That night in Chicago in November 2008 felt historic, and it was. There were tears in the eyes of the older black Americans in the crowd, who had lived through the civil rights movement. To hear Barack Obama take the stage and say, "If there's anyone out there who still doubts that America is a place where all things are possible, who still wonders if the dream of our founders is alive in our time, who still questions the power of our democracy, tonight is your answer."
It wasn't just a victory for the Democrats; it was a victory for the American project. Even in Canada, we shared in the feeling of pride and wonder, as history marched past us on our television screens. There he was with his beautiful young family, as glamorous as the Kennedys but more approachable. He was energetic, charismatic and smart. The United States had been through a lot in the George W. Bush years.
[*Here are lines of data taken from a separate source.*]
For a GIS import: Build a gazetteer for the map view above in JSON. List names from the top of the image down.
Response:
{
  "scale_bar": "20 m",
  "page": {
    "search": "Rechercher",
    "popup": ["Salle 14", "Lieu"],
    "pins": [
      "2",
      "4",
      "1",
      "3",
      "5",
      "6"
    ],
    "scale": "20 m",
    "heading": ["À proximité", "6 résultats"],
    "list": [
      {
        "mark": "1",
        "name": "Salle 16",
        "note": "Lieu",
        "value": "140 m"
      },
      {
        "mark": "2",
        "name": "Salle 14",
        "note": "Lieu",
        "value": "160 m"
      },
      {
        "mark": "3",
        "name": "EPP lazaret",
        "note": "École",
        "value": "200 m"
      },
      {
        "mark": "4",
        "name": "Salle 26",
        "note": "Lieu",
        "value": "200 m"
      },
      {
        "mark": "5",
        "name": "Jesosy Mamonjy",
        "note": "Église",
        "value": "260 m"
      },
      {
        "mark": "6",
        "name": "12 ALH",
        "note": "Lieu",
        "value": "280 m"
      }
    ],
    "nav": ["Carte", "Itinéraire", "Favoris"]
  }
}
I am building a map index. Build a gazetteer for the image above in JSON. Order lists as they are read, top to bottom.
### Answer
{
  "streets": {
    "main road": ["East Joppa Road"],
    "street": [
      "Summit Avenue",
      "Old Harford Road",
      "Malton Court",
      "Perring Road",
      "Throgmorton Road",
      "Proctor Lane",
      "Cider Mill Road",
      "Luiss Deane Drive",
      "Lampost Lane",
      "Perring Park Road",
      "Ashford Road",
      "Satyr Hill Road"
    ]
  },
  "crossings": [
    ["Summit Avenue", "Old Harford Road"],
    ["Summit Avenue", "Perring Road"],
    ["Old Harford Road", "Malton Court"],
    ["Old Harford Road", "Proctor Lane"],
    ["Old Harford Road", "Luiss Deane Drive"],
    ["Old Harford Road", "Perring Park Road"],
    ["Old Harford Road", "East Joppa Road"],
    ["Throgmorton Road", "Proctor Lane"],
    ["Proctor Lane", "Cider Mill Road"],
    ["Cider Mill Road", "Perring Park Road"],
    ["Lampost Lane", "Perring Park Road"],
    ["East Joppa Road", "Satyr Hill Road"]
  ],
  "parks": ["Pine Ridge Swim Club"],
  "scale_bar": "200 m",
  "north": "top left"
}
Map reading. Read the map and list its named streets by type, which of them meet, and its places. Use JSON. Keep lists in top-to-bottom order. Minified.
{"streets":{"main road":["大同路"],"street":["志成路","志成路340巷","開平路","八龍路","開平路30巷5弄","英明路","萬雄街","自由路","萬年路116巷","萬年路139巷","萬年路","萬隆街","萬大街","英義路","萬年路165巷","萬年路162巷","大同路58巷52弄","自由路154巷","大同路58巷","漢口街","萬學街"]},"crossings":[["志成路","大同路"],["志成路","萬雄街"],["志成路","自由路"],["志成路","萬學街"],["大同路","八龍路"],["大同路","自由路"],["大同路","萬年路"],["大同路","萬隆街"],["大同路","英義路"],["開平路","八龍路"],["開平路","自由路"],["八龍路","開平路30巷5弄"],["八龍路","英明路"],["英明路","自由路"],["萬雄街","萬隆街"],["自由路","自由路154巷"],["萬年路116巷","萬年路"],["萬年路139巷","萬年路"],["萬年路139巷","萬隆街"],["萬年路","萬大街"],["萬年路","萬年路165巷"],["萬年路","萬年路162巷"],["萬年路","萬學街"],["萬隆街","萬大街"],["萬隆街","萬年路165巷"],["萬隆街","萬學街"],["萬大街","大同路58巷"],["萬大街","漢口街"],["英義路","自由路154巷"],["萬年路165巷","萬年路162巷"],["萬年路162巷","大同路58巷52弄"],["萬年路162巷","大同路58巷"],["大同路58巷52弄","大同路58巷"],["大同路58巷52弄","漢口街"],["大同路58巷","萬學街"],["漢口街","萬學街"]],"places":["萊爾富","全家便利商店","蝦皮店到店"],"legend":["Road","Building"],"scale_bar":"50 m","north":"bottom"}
And even though it was clear by November 2008 that the economy was in serious trouble, everything did seem possible that night.
Four years later, Obama's second victory is more muted. That's as it should be. Despite all the rhetoric about hope and change, no president can fix everything. The promise of dramatic change is a winning campaign strategy, of course -- Mitt Romney campaigned with the phrases "A better America" and "a new tomorrow." The president can't make America new and better. He can't, by himself, solve its serious fiscal problems, reform its taxes and immigration, make it a more fair and just society.
... Obama has another tough four years ahead, and no honeymoon this time around. Canada, whose fortunes are so closely tied to those of the United States, will be hoping for sound policies on security, trade and fiscal responsibility.